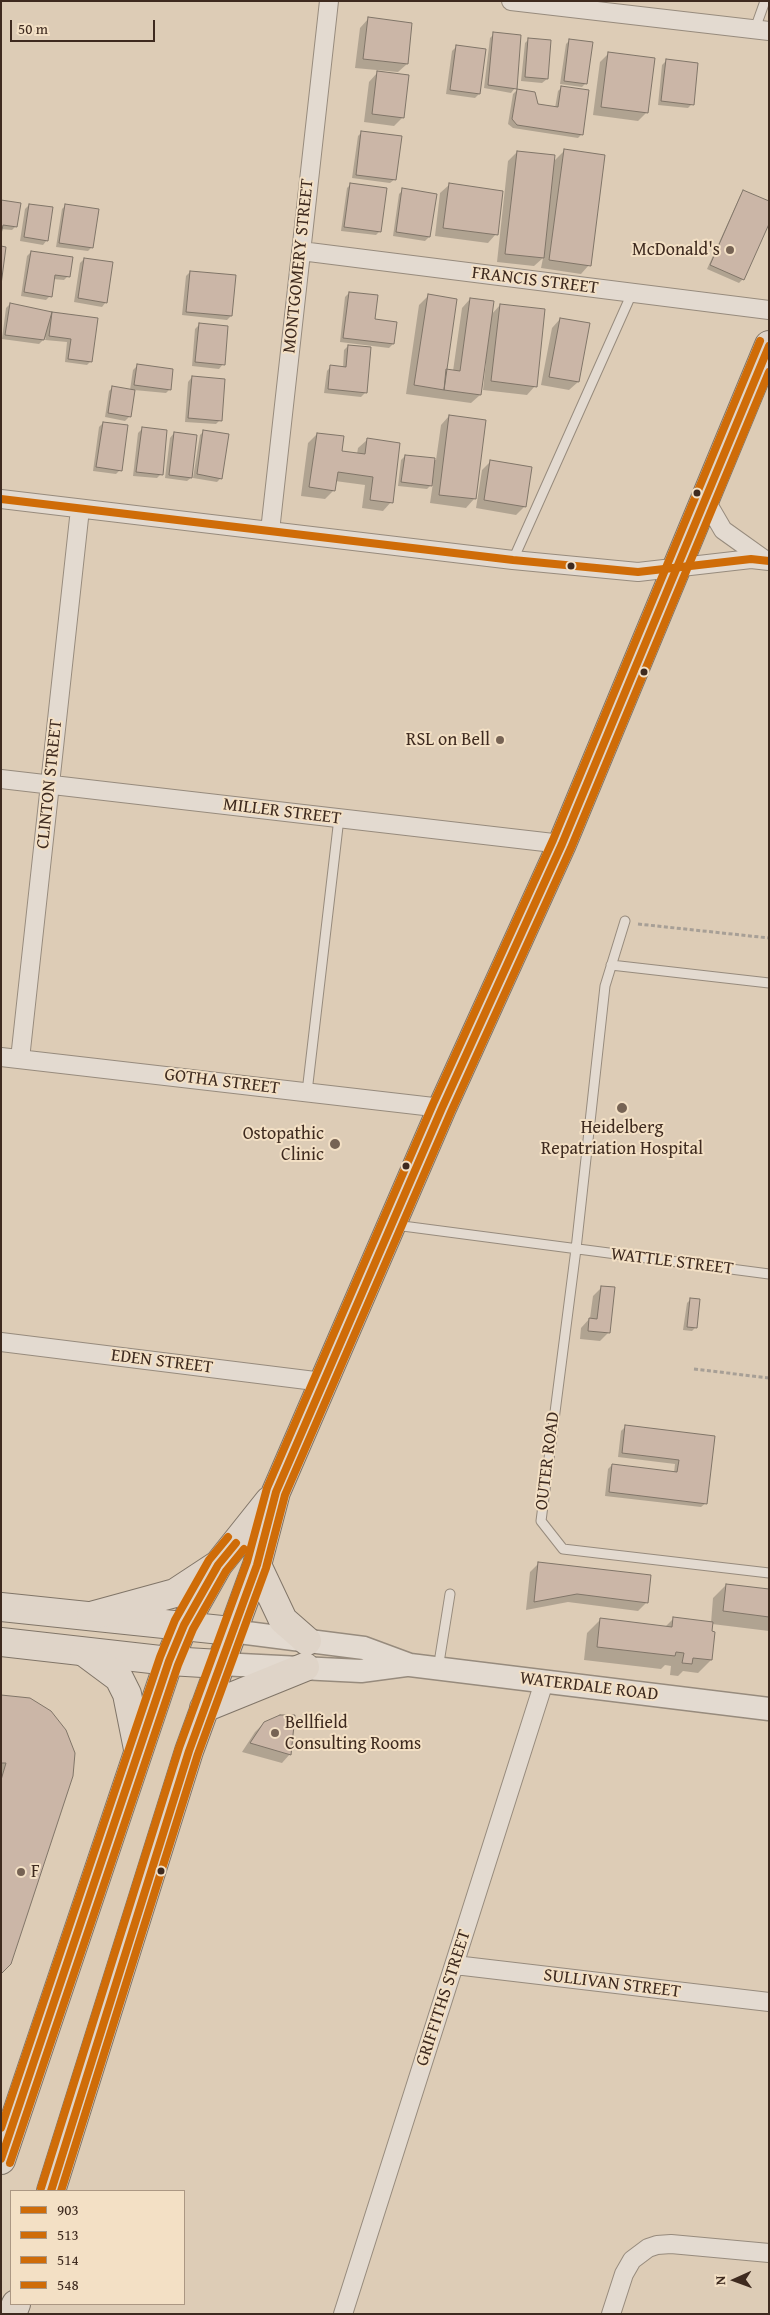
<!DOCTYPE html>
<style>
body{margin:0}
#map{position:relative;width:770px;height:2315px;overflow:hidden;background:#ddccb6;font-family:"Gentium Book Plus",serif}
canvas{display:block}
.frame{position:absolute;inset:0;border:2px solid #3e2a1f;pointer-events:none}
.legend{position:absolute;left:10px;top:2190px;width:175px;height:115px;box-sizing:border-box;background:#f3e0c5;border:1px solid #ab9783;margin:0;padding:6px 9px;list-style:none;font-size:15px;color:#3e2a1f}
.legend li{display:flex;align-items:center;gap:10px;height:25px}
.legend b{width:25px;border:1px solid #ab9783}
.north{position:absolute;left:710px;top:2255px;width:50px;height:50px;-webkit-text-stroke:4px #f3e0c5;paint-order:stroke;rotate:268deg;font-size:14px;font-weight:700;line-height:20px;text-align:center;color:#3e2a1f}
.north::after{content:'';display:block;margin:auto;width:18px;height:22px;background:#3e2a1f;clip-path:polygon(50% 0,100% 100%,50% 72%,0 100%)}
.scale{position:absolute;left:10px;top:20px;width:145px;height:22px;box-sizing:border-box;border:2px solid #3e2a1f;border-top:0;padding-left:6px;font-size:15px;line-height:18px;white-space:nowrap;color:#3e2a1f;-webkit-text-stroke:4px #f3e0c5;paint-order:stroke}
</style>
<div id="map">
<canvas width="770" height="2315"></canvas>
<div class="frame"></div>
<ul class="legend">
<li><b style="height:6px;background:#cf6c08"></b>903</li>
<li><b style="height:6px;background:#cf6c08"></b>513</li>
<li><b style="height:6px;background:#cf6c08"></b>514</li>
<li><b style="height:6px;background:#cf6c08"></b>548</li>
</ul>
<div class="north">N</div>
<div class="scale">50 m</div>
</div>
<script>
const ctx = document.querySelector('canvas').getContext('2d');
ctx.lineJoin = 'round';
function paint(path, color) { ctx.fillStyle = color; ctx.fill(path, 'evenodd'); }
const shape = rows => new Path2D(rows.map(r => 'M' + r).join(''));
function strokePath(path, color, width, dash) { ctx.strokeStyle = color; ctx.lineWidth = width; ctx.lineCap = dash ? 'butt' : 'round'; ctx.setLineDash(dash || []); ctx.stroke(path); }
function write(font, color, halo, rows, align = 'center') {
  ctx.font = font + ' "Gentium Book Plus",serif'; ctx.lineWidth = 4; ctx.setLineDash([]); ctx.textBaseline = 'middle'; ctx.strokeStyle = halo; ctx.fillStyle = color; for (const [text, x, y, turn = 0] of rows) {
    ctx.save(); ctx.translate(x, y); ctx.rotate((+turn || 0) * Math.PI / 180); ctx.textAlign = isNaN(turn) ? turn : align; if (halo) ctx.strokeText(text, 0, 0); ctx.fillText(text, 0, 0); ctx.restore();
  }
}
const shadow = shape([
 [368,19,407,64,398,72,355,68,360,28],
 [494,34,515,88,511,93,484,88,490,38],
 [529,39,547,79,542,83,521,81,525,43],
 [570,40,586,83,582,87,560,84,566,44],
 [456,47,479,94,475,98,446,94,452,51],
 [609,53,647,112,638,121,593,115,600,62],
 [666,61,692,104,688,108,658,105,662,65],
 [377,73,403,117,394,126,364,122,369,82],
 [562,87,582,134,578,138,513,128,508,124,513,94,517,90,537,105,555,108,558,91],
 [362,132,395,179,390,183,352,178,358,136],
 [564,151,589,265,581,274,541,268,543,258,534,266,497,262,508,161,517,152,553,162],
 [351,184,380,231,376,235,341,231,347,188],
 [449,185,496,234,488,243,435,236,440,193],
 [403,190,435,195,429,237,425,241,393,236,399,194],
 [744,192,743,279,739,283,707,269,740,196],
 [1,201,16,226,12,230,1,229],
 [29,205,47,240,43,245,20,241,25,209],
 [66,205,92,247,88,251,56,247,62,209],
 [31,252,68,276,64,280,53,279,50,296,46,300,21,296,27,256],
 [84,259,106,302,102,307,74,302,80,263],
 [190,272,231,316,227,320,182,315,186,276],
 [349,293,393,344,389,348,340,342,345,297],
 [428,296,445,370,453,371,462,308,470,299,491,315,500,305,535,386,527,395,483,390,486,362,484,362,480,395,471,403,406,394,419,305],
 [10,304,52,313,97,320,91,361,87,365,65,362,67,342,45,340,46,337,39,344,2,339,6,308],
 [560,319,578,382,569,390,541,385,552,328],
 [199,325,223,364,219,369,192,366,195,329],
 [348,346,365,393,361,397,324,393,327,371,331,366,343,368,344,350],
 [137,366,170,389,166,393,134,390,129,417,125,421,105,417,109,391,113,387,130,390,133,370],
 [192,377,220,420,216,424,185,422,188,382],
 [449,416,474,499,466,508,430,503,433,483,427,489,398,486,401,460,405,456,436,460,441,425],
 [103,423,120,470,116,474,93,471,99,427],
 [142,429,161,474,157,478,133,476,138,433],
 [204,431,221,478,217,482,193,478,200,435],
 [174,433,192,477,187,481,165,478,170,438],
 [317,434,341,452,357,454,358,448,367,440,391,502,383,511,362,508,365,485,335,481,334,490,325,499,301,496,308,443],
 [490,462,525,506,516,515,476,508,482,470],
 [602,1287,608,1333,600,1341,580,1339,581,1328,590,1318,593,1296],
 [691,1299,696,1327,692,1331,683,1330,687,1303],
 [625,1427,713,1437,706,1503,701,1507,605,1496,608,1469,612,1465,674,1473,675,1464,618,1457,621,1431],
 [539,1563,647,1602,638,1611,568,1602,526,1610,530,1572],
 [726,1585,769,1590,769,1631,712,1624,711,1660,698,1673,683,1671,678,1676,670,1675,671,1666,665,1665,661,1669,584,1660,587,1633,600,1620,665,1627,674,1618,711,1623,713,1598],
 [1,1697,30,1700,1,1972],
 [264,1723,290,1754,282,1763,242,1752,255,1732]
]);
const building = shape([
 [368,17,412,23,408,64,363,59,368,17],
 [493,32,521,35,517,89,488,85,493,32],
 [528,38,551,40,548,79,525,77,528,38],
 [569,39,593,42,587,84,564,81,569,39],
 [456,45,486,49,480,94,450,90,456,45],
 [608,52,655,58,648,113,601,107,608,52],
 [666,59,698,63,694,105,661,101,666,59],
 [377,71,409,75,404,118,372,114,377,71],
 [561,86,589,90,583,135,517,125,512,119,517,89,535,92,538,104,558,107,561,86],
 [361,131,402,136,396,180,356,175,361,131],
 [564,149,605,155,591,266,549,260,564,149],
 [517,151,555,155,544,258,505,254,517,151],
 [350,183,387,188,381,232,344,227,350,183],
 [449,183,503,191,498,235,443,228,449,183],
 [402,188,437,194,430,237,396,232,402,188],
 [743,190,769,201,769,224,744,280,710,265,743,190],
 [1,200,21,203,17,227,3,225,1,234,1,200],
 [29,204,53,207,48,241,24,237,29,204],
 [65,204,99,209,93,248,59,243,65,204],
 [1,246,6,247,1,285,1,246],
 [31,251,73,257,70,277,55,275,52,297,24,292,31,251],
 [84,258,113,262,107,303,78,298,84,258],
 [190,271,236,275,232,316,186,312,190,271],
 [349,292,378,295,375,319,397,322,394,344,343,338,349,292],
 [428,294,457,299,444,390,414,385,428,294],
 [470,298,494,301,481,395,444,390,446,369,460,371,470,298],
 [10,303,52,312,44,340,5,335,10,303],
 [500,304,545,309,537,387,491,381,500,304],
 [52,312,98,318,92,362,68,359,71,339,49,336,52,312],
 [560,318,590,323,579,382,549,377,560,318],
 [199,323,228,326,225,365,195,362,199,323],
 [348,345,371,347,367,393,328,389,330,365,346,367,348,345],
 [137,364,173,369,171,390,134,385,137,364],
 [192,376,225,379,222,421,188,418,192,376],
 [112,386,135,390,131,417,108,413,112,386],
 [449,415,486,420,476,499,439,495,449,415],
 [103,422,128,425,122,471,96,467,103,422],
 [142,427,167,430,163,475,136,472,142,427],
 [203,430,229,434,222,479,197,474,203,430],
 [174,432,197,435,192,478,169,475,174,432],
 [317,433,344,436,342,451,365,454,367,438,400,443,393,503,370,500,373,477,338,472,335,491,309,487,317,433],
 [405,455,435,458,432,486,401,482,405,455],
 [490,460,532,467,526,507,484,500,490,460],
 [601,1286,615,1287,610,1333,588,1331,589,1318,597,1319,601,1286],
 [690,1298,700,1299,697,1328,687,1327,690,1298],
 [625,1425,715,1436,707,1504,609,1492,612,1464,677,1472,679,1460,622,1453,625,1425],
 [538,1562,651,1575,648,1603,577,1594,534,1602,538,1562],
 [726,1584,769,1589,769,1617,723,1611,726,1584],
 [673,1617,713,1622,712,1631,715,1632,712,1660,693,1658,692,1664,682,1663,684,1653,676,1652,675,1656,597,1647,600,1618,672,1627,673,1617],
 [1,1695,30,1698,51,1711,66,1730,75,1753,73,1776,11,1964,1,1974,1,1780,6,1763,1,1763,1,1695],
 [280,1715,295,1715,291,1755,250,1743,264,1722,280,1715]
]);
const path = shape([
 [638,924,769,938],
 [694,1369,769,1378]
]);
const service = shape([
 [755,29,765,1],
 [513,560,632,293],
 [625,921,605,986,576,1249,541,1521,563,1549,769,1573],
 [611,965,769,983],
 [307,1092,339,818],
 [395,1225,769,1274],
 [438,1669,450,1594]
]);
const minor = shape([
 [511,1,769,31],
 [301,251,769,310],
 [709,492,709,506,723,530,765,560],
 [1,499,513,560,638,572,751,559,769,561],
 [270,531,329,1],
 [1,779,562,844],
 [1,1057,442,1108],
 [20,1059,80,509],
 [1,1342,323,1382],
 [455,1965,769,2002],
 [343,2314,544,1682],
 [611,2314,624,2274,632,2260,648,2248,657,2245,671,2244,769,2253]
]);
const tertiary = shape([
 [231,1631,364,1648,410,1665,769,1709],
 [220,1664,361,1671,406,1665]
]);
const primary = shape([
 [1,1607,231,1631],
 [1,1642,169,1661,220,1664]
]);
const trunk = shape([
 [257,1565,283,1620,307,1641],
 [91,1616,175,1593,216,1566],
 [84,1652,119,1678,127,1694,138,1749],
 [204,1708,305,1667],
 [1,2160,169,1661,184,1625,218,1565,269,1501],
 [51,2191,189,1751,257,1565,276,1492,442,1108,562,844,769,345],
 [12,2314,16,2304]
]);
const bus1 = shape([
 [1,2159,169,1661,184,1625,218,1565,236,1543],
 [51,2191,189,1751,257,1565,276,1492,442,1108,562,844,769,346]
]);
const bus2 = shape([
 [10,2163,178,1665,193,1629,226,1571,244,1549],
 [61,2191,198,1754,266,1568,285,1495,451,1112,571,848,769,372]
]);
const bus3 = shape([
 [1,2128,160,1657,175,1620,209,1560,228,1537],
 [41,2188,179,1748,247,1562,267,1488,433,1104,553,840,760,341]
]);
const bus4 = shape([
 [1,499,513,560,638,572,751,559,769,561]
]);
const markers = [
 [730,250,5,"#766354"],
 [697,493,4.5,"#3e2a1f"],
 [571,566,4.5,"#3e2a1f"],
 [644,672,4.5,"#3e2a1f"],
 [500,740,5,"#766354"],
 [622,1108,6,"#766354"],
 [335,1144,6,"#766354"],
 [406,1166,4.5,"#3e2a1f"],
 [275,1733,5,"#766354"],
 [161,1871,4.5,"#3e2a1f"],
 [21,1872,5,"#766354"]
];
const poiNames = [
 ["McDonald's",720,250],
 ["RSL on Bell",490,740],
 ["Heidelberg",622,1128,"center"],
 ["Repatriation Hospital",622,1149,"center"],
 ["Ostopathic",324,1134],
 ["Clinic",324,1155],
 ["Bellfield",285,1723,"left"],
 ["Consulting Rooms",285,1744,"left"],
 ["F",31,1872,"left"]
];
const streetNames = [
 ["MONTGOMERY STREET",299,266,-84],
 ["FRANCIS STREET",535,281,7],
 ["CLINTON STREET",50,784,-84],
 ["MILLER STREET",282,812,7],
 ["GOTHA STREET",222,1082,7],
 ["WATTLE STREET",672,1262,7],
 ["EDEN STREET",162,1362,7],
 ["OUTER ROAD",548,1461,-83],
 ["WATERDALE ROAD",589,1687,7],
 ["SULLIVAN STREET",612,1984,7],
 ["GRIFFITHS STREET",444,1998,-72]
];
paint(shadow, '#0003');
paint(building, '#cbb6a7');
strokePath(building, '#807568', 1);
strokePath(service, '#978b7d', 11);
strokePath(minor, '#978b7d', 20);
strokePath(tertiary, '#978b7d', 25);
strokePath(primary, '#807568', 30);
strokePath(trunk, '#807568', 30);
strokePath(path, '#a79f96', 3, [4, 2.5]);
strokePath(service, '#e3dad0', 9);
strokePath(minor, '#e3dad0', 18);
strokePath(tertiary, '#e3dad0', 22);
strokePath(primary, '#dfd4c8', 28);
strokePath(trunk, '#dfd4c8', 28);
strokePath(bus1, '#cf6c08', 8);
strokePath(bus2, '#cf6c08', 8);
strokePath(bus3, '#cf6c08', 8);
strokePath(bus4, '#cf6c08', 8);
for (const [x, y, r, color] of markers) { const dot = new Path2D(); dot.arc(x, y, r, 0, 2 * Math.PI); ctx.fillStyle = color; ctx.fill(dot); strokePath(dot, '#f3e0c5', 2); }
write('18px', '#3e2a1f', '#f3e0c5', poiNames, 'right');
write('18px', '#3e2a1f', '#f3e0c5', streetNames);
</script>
---
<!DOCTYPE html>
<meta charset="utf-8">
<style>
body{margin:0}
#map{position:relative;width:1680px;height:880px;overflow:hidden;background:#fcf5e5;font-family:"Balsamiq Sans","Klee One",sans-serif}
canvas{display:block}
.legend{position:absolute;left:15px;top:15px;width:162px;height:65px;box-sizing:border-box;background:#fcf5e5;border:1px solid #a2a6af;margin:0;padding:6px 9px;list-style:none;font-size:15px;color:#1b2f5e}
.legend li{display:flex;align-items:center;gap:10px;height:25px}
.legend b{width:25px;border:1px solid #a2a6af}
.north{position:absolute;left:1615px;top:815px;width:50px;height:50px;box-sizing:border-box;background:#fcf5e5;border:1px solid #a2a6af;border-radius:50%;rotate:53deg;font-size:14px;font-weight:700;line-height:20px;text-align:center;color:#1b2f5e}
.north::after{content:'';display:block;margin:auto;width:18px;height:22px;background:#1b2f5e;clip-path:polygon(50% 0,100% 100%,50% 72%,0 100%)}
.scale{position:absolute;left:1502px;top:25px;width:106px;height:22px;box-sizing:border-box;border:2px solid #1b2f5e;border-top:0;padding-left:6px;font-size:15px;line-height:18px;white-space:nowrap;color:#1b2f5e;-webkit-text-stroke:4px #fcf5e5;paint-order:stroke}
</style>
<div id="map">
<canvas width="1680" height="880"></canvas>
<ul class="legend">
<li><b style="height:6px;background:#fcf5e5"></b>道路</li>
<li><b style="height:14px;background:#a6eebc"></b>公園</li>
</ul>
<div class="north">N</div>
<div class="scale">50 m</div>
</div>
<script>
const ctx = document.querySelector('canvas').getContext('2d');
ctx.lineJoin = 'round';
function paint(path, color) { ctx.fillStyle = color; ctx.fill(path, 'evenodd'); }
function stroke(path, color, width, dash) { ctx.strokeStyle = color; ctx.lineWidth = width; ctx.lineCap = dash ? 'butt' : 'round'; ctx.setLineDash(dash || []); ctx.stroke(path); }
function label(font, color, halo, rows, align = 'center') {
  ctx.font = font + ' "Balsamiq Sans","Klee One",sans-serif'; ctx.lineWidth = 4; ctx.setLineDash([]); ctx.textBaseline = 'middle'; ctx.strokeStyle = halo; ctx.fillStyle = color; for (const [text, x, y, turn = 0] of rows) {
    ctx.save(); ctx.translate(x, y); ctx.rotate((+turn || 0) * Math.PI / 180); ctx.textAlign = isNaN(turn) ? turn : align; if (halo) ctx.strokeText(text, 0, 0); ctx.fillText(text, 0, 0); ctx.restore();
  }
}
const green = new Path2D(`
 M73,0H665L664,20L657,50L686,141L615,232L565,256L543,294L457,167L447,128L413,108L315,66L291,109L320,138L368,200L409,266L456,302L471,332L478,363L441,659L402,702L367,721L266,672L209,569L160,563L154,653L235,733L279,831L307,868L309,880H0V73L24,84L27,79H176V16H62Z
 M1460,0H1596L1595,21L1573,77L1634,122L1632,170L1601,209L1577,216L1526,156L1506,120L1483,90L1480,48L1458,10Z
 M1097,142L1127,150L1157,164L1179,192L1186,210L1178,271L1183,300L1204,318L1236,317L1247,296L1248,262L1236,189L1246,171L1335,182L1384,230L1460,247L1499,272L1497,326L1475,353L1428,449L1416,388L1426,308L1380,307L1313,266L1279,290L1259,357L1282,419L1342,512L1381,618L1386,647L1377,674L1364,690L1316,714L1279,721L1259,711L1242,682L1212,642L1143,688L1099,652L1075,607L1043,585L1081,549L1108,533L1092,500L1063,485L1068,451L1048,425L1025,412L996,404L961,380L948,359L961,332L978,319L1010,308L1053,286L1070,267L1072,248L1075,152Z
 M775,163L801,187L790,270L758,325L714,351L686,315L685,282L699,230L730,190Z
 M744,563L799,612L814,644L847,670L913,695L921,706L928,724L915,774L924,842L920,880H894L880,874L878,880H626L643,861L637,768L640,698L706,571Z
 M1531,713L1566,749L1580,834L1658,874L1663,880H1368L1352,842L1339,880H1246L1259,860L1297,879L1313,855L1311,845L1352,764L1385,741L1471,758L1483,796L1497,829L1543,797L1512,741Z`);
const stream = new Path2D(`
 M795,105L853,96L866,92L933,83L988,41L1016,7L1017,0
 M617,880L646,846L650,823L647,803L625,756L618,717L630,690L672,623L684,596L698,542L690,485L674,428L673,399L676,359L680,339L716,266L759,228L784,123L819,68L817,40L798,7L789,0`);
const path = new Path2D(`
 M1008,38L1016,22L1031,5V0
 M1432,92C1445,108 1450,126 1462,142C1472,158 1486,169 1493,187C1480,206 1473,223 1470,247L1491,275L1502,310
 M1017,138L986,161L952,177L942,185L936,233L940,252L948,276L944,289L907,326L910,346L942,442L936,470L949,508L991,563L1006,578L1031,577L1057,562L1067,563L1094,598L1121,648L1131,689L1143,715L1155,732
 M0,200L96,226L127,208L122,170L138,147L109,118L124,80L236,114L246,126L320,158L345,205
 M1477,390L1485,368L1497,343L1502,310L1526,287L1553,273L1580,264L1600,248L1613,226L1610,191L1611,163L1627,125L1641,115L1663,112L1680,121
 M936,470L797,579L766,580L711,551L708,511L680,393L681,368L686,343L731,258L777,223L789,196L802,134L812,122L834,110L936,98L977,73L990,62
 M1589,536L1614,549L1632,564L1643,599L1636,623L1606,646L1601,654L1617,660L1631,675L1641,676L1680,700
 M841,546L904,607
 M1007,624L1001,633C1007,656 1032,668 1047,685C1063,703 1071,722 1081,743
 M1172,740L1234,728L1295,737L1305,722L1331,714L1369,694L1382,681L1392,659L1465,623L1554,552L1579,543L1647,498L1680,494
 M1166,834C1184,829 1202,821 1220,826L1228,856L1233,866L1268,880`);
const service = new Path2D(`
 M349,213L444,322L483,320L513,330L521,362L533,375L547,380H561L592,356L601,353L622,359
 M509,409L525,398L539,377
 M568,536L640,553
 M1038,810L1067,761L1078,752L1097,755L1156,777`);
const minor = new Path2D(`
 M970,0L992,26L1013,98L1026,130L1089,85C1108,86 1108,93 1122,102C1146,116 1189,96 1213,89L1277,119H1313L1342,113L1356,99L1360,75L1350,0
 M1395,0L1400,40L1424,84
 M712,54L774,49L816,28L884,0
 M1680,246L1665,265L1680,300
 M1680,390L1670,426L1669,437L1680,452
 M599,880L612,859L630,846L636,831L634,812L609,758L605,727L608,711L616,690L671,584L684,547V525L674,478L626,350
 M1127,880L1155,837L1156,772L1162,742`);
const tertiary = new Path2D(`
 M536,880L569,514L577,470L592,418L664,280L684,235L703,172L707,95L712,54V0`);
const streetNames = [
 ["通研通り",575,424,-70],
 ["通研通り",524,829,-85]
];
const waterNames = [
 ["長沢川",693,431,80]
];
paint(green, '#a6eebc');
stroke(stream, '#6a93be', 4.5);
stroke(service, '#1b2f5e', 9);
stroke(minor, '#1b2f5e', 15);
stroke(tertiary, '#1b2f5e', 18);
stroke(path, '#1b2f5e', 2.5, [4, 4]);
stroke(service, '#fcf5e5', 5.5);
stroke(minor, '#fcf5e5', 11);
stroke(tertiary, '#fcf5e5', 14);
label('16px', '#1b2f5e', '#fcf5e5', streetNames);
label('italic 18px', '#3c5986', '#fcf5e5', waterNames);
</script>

• [TASK BRIEF]: Whenever the word "middle" turns up in a line of the listing above, copy the line.

• [ANSWER TO THE EXERCISE]:
  ctx.font = font + ' "Gentium Book Plus",serif'; ctx.lineWidth = 4; ctx.setLineDash([]); ctx.textBaseline = 'middle'; ctx.strokeStyle = halo; ctx.fillStyle = color; for (const [text, x, y, turn = 0] of rows) {
  ctx.font = font + ' "Balsamiq Sans","Klee One",sans-serif'; ctx.lineWidth = 4; ctx.setLineDash([]); ctx.textBaseline = 'middle'; ctx.strokeStyle = halo; ctx.fillStyle = color; for (const [text, x, y, turn = 0] of rows) {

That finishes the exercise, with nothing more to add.